**Your assignment**. Take every line in the entries that includes the word "hidden" and copy it.

**Available data**.
|---|

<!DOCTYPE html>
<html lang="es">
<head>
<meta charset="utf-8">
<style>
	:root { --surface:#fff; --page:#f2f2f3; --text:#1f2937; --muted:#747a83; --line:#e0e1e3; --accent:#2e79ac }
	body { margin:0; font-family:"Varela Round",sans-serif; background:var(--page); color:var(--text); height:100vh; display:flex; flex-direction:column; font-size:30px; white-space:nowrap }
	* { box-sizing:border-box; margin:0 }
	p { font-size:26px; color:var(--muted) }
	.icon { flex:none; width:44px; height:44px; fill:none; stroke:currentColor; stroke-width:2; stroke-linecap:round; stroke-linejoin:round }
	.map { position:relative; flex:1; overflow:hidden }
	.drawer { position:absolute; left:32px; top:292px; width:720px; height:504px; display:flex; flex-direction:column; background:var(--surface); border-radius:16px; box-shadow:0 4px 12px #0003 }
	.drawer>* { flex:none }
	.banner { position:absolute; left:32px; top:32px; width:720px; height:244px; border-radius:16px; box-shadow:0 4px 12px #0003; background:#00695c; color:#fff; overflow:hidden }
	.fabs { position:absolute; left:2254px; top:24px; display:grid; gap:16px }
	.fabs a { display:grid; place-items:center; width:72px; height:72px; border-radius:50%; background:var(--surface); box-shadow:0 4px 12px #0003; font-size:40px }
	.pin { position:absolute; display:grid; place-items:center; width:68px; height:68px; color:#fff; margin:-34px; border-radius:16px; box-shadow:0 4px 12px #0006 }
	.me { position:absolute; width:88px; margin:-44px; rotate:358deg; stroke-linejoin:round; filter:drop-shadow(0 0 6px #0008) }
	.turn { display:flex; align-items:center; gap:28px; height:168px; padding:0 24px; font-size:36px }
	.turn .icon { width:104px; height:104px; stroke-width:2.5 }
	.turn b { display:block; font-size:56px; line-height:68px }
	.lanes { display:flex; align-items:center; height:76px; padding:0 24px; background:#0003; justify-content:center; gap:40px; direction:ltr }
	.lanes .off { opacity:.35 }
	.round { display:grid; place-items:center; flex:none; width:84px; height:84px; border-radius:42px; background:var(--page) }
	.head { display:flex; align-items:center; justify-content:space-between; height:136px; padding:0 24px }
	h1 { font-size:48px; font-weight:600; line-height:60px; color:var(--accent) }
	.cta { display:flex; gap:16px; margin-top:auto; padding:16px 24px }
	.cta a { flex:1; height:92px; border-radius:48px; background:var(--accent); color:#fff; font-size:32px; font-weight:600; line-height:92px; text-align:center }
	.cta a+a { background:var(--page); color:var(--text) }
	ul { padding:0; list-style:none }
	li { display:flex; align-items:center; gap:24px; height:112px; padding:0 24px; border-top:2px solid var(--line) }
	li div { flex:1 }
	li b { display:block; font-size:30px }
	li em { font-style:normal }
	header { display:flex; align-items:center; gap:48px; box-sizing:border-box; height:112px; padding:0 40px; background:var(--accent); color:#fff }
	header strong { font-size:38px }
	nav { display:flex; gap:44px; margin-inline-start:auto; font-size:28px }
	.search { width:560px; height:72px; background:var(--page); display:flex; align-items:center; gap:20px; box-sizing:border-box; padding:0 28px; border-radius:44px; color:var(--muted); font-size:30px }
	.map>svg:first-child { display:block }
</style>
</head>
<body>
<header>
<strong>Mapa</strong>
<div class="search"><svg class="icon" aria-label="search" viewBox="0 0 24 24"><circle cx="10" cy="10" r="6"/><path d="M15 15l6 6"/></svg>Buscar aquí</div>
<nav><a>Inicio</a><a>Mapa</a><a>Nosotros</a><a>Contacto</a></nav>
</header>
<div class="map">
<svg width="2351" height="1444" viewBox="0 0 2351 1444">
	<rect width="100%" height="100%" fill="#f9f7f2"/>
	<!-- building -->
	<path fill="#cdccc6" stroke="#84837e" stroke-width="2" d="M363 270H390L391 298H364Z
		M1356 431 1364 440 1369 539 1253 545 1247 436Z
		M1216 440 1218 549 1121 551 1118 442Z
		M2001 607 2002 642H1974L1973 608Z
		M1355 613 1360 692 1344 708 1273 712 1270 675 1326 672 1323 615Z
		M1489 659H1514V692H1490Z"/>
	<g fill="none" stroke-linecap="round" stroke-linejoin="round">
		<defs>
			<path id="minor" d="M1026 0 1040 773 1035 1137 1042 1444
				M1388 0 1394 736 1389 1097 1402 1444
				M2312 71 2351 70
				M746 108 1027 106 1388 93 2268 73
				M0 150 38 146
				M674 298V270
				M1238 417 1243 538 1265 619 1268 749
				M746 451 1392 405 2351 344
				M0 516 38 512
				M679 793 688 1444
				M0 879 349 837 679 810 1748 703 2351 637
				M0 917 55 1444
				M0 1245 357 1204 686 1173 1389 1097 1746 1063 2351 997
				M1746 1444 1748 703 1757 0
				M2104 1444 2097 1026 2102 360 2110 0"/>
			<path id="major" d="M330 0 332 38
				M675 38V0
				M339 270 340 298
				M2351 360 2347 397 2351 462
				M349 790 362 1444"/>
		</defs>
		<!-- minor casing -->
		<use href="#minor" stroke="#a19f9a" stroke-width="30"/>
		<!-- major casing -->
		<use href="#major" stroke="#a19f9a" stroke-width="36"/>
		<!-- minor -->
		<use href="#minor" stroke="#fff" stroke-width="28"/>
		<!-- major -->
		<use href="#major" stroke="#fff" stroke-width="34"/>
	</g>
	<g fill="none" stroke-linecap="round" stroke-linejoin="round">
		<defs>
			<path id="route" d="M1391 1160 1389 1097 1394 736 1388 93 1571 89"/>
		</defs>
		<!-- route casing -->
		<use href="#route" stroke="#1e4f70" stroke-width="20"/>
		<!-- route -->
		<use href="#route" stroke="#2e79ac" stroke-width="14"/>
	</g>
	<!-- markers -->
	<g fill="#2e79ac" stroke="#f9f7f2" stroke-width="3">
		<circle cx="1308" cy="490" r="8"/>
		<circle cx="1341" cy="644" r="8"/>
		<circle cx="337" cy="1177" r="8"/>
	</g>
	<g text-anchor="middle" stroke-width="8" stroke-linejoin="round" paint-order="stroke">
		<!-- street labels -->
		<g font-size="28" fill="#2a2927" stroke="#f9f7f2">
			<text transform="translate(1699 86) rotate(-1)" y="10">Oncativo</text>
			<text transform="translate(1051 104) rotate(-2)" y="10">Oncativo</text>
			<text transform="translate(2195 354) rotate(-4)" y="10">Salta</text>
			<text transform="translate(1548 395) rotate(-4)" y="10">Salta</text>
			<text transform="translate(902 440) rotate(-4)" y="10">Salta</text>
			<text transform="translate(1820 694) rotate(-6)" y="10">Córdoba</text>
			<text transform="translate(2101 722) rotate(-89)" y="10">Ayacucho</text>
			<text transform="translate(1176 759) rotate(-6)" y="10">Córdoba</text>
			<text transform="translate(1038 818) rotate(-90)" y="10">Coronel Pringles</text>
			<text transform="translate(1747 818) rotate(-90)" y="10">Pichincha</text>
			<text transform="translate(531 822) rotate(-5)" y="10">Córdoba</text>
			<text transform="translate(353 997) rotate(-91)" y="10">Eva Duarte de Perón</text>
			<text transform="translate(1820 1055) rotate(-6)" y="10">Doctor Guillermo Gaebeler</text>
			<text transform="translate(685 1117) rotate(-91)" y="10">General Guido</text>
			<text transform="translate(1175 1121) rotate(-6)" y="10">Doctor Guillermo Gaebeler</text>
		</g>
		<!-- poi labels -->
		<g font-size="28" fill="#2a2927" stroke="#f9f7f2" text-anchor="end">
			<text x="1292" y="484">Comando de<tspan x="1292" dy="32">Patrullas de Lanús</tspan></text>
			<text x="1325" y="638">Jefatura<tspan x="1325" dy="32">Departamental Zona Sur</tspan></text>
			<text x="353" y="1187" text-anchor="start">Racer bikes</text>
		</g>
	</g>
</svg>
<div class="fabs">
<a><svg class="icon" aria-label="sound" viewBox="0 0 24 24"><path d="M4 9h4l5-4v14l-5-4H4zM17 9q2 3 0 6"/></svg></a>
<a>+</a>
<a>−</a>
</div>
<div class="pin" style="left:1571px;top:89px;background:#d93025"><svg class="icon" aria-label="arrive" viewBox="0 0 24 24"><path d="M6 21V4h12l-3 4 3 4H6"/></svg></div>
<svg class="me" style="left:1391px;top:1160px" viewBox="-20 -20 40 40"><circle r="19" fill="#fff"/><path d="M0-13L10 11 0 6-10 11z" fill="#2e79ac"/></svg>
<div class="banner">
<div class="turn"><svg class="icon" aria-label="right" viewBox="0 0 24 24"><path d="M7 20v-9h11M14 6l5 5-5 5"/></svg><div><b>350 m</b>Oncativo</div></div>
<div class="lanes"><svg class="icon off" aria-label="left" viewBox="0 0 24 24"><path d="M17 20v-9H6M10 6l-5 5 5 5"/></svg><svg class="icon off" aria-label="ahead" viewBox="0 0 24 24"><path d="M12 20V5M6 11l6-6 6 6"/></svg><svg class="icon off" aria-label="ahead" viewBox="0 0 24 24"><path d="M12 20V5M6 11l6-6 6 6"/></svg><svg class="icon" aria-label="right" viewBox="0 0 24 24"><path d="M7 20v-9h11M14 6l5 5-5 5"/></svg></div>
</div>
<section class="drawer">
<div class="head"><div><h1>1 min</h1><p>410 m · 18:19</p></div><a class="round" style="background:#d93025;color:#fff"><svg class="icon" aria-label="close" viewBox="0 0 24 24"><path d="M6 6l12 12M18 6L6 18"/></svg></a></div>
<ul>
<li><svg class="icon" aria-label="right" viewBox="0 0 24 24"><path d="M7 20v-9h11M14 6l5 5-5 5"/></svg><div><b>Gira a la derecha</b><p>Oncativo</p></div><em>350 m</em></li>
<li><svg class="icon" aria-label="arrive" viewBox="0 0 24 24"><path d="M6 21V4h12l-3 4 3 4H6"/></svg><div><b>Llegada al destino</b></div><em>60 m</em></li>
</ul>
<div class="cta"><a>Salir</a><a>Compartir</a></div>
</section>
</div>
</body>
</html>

|---|

**Result of this task**.
	.map { position:relative; flex:1; overflow:hidden }
	.banner { position:absolute; left:32px; top:32px; width:720px; height:244px; border-radius:16px; box-shadow:0 4px 12px #0003; background:#00695c; color:#fff; overflow:hidden }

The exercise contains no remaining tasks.